More intriguing would be the effect on electricity consumption and generation. Current coal-fired plants in the US would see an average tax of about $0.89 per kWh; natural gas plants would be taxed $0.49 per kWh. Cities already have an advantage there – New York City claims 4,700 kWh of annual electricity consumption per capita, while the current US average is about 13,000. Obviously, in both cases, fossil-fired electricity consumption would crash, while solar and wind power would become a bargain, but it would be easier to do this in large cities. But again, urban revival has its limits; suburban houses would still exist, just with much more passive solar design and extensive solar panels.
Yes, Transit is Green
I’ve just found a post by Brad Templeton arguing that US mass transit is less green than high-efficiency cars, at least when compared per passenger-km. (He agrees that transit is overall better because it is more efficient when used more extensively, as in Europe and especially East Asia.) The analysis of how this can be given the numbers is cogent, but the numbers themselves are suspect, and are worse for transit than other numbers I’ve seen.
Better numbers can be found in this FTA presentation, on pages 10-11; the data is sourced to the National Transit Database. They’re expressed in pounds of CO2 per passenger-mile; if you’re more used to thinking in terms of passenger-miles per gallon of gasoline equivalent, then convert x pounds per passenger-mile to 19.374/x passenger-miles per gallon. The New York City Subway gets the equivalent of 114 passenger-mpg, versus 47 on Templeton’s page. Even FRA-regulated commuter rail does significantly better than cars – the low efficiency of the trains cancels out with the fact that there’s almost no off-peak traffic.
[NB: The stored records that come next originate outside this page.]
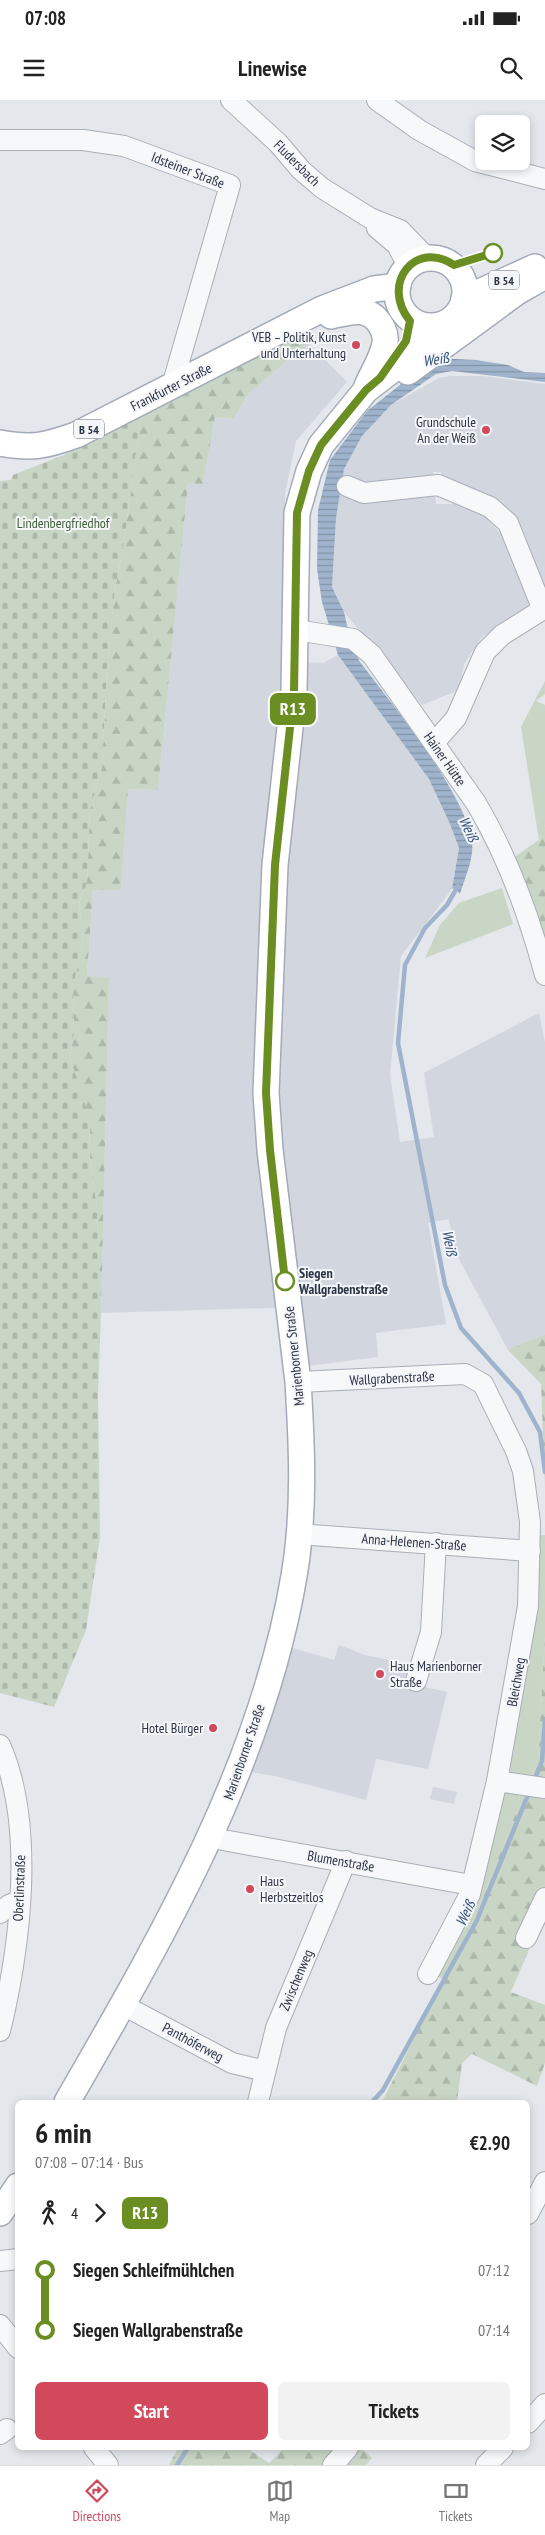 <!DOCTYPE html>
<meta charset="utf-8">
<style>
body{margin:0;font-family:"PT Sans Narrow",sans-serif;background:#f2f2f2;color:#222;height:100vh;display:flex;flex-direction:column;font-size:19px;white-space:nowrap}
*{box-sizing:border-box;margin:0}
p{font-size:16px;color:#767676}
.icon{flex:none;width:28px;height:28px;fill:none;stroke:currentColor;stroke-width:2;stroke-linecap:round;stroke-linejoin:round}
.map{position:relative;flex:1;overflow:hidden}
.panel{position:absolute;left:15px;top:2000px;width:515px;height:350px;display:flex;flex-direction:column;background:#fff;border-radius:8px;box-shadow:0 2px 8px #0003}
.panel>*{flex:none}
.badge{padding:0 10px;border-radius:8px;font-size:18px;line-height:32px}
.controls{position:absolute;left:475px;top:15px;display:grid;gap:10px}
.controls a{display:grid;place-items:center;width:55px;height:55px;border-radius:8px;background:#fff;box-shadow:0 2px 8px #0003;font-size:25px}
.map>.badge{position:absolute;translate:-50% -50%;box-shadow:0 0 0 2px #fff}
.legs{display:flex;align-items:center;gap:8px;height:55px;padding:0 20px;font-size:16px}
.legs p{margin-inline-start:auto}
.summary{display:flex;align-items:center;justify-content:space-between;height:85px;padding:0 20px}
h1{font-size:28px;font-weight:800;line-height:38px}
.cta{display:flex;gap:10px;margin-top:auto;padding:10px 20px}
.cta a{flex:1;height:58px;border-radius:8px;background:#d1495b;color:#fff;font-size:20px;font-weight:800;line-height:58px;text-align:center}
.cta a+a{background:#f2f2f2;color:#222}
ul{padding:0 20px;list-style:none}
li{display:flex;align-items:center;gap:18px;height:60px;font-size:19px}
li i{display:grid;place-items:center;width:8px;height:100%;margin:0 6px;background:currentColor}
li i::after{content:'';width:12px;height:12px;margin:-6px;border:4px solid;border-radius:50%;background:#fff}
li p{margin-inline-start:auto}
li:first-child i{background:linear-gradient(#0000 50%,currentColor 0)}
li:last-child i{background:linear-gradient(currentColor 50%,#0000 0)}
.status{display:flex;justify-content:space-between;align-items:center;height:35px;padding:0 25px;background:#fff;direction:ltr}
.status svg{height:14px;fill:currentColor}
header{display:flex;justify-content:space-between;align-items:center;height:65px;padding:0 20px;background:#fff;font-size:22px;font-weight:800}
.tabs{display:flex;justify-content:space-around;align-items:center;height:70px;border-top:1px solid #e0e0e0;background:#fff;font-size:14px;color:#767676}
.tabs a{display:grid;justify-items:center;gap:2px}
.tabs .selected{color:#d1495b}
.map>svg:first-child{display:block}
</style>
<div class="status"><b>07:08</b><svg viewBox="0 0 49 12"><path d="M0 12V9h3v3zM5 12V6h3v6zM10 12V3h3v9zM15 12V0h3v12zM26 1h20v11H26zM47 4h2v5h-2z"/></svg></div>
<header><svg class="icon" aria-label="menu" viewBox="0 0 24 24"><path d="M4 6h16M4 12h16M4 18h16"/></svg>Linewise<svg class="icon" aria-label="search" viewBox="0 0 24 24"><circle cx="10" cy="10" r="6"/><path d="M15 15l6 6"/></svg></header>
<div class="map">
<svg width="545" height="2365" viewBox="0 0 545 2365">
<defs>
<pattern id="forest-firs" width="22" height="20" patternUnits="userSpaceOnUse" patternTransform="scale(1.25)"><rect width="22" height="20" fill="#c9d6c5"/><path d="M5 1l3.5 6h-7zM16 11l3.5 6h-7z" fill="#adb8ab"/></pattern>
<pattern id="cemetery-stones" width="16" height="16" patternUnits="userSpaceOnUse" patternTransform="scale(1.25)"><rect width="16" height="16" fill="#c9d6c5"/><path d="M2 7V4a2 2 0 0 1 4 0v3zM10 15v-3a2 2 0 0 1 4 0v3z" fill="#adb8ab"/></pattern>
<pattern id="water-rules" width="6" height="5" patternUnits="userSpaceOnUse" patternTransform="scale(1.25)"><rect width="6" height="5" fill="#9fb4cc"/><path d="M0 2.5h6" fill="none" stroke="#8293a7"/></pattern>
</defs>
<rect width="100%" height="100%" fill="#e4e7ec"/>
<g fill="#d2d6de" fill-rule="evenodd">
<path d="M308,243l39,39 -51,59 -11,53 1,167 37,2 15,-8 91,124 21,45 9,24 -7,41 -51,67 -11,119 10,67 34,-5 -10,-64 115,-60 6,29v292l-37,16 -54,-100 -5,-31 -21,4 18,101 -70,9 2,24 -71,9 -5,-59 -201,6 8,-335 -22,-1 6,-87 28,-1 7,-100 30,1 30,-307h15l12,-66 19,2 14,-25z"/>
<path d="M450,276h33l62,8v218l-63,35 -18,27 -5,26 -37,15 -78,-93 -12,-25 4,-69 8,-50 18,-32 29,-31 48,-27zM433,372h8l1,6 63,29 6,5 9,16 -21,4 -12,-14 -29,-14h-22z"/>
<path d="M339,1545l26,10 55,11 -5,19 32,7 -19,77 -52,-10 -10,41 -91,-24 -24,-4 39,-125 44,13z"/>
<path d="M433,1687l24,5 -3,12 -24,-5z"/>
</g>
<g fill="#c9d6c5">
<path d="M545,581v13l-9,7 9,4v120l-6,15 -18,-113z"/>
<path d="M502,788l11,36 -88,34 15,-33 19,-22z"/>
<path d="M536,1435h9v101l-7,122 -8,22 -24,-6z"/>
<path d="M500,1691h21l-4,19 -44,112 -30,57 -11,-5z"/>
</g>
<g fill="url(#forest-firs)">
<path d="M294,237l14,6 -60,51 -14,25 -19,-2 -12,67 -15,-1 -30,307 -30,-1 -7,101h-28l-6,86 22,2 -8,335 -4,-105 -8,-58 1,-22 -20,-70 4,-25 -1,-46 10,-49 -4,-36 8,-19 3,-74 12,-42 5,-97 8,-81 9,-46 17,-129z"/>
<path d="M545,725v126l-32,-93 26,-18z"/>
<path d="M545,1234v152l-4,-102 -33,-34z"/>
<path d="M545,1536v276l-34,80 34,13v58l-8,23 -65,-32 -10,9 -5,39h-75l91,-180 44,-112 4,-19 9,-11 8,-22z"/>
<path d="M178,2348h69l22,15 15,-15h77l11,10 -6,7h-197z"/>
</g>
<path fill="url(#cemetery-stones)" d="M141,314l-17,129 -9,46 -8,81 -5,97 -12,42 -3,74 -8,19 4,36 -10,49 1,46 -4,25 14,42 6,28 -1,22 8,58 4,105 -3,80 2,144 -14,93 -32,77 -54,-14v-1212l11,-1 2,-5 51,-20z"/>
<path fill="url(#water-rules)" d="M434,258l42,2 32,5 16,7 21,1v9l-93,-11 -16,3 -45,31 -29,31 -18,33 -8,49 -4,69 12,25 8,35 8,15c31,41 105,130 112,180 2,17 -7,35 -12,52l-5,-6 -3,1 7,-41 -9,-24 -21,-45 -91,-124 -16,-53 -5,-33 1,-59 12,-50 37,-49z"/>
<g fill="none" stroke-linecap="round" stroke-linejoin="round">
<g stroke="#9fb4cc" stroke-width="4.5">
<path d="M458,786l-11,19 -22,23 -20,37 -7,78 47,242 16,43 58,65 21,39 5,40"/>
<path d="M534,1681l8,-20 3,-42"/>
<path d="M372,2002l11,-12 94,-170 53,-130"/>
<path d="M177,2365l11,-17"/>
</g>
<g stroke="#a9aeb7" stroke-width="22">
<g id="minor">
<path d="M231,0l47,43 23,27 21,18 48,30 30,12 27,28"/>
<path d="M377,0l42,30 56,31 70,18"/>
<path d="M0,40h83l41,6 106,39 -58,201"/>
<path d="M377,128l20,17 11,21"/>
<path d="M347,386l17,7 74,-8 52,22 18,16 35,87"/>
<path d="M296,530l57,9 19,16 104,148c32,54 53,112 69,172"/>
<path d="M434,643l22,-25 29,-66 17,-17 43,-27"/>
<path d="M298,1282l167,-8 18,10 33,67 7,20 7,51 -2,84 -31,175 -27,113 -42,80"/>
<path d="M298,1434l232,17"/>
<path d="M416,1581l15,-49 5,-89"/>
<path d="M0,1645c36,81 20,203 0,286"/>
<path d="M497,1681l48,7"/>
<path d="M211,1736l12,4 248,45"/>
<path d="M0,1813l9,-8 10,-4"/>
<path d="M526,1838l19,-40"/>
<path d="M123,1905l109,58 33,8"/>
<path d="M258,2002l18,-74 70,-167"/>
<path d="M528,2114l17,-32"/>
<path d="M0,2161l18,-2"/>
<path d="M0,2225l18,23"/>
<path d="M528,2323l17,-19"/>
<path d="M0,2334l7,-5"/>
<path d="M94,2348l14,17"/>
<path d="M333,2365l15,-17"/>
<path d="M486,2365l17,-17"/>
</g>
</g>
<g stroke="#a3abb8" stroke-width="28">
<g id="major">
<circle cx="431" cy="192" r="34"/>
<path d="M464,199l71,-32"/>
<path d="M331,216c18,-4 37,-11 49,8 4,6 6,12 5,19 -2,14 -12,29 -18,43"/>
<path d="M408,272l109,-80 28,-16"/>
<path d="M0,343c32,6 45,3 76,-8l246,-126 52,-20 24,-3"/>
<path d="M67,2002c95,-165 195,-336 227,-526 11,-63 8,-130 4,-194l-28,-232 -4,-57 9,-228 19,-174 3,-178 12,-42 12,-26 45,-55 47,-36 17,-27"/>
<path d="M0,2113l18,-27"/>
</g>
</g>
<use href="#minor" stroke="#f7f8fa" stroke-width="20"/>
<use href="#major" stroke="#fff" stroke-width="25"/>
</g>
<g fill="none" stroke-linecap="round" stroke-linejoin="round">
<g stroke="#fff" stroke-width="11">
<path id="line-1" d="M285,1181l-15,-131 -4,-57 9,-228 19,-174 3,-178 12,-42 12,-26 45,-55 14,-12 26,-37 4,-20c-30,-37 5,-82 44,-56l39,-12"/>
</g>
<use href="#line-1" stroke="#6b8e23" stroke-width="8"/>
</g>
<g fill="#fff" stroke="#6b8e23" stroke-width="2.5">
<circle cx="493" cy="153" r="9"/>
<circle cx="285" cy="1181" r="9"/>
</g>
<g fill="#d1495b" stroke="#f4f6f9" stroke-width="2">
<circle cx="356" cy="245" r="5"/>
<circle cx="486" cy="330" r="5"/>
<circle cx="380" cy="1574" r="5"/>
<circle cx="213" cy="1628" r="5"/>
<circle cx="250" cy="1789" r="5"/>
</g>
<g text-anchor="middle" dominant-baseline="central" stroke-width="4" stroke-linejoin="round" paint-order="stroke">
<g fill="#f4f6f9" stroke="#676e7b" stroke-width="1">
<rect x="489" y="170.5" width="30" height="19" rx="4"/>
<rect x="74" y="319.5" width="30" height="19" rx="4"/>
</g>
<g font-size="12" font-weight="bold" fill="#2b3445">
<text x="504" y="180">B 54</text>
<text x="89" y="329">B 54</text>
</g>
<g font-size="14" fill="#2b3445" stroke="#f4f6f9">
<text transform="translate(297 63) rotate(45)">Fludersbach</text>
<text transform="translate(188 70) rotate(21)">Idsteiner Straße</text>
<text transform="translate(171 287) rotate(-27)">Frankfurter Straße</text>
<text transform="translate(445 659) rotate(55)">Hainer Hütte</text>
<text transform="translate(294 1256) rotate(-96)">Marienborner Straße</text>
<text transform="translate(392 1278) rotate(-3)">Wallgrabenstraße</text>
<text transform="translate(414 1442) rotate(4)">Anna-Helenen-Straße</text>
<text transform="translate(516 1582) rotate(-80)">Bleichweg</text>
<text transform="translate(244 1652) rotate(-71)">Marienborner Straße</text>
<text transform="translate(341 1761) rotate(10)">Blumenstraße</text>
<text transform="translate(19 1788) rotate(-88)">Oberlinstraße</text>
<text transform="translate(296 1880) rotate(-67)">Zwischenweg</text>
<text transform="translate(193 1942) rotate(28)">Panthöferweg</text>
</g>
<g font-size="14" fill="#2b3445" stroke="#f4f6f9" text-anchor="end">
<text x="346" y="237">VEB – Politik, Kunst<tspan x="346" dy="16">und Unterhaltung</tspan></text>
<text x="476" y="322">Grundschule<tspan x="476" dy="16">An der Weiß</tspan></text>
<text x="390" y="1566" text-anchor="start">Haus Marienborner<tspan x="390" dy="16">Straße</tspan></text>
<text x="203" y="1628">Hotel Bürger</text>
<text x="260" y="1781" text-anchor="start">Haus<tspan x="260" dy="16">Herbstzeitlos</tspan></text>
</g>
<g font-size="14" fill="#3f6138" stroke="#f4f6f9">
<text x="63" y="423">Lindenbergfriedhof</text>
</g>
<g font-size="14" font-weight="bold" fill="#2b3445" stroke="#f4f6f9" text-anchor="start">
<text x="299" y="1173">Siegen<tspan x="299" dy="16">Wallgrabenstraße</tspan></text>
</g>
<g font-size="15" font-style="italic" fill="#34527a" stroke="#f4f6f9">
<text transform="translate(436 259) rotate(-9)">Weiß</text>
<text transform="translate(469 729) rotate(65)">Weiß</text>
<text transform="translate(450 1143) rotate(79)">Weiß</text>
<text transform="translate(465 1813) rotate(-65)">Weiß</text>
</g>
</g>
</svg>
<div class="controls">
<a><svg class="icon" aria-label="layers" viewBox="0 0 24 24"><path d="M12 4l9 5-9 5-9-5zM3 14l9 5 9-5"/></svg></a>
</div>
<b class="badge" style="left:293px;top:609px;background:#6b8e23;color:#fff">R13</b>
<section class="panel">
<div class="summary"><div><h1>6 min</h1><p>07:08 – 07:14 · Bus</p></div><b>€2.90</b></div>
<div class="legs"><svg class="icon" aria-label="walk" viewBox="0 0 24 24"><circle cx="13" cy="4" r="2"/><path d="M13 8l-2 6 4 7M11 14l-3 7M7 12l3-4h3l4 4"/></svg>4<svg class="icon" aria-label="forward" viewBox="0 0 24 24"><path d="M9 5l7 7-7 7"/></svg><b class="badge" style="background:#6b8e23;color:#fff">R13</b></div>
<ul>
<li><i style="color:#6b8e23"></i><b>Siegen Schleifmühlchen</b><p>07:12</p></li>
<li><i style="color:#6b8e23"></i><b>Siegen Wallgrabenstraße</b><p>07:14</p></li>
</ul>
<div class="cta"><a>Start</a><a>Tickets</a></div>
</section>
</div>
<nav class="tabs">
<a class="selected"><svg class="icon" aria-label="directions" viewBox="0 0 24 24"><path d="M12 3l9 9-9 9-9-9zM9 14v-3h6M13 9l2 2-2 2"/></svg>Directions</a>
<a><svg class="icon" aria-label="map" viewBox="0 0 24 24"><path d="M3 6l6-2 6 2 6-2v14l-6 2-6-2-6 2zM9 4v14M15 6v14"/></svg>Map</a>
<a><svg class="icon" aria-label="tickets" viewBox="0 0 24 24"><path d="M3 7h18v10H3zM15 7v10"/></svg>Tickets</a>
</nav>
Another piece of evidence Templeton’s transit numbers are too low: he lists JR East’s energy use as equivalent to about 78 passenger-mpg. In reality, JR East claims much lower emissions, about 13 grams per passenger-km (400 passenger-mpg equivalent) or 19 (280), depending on whether one counts the emissions of the company’s buildings or just transportation emissions. It could be that Japanese power generation is that efficient; but given that Japan’s overall per capita emissions are not low by non-US developed country standards, I doubt it.
Finally, although it appears as if technology is about to make cars much more efficient, in reality technology is expensive if you’re a driver and cheap if you’re a transit agency. Take hybrids: the market share of new hybrid car sales is in the single digits, about 300,000 out of 8 million light vehicles sold in the US in 2008, but the market share of new hybrid bus orders was 22% in 2007. Electrified trains are also gaining efficiency, perhaps more slowly but the important thing for them is to transition to low-carbon power generation; if their emissions are nontrivial thirty years from now, then we have bigger problems than transportation to worry about.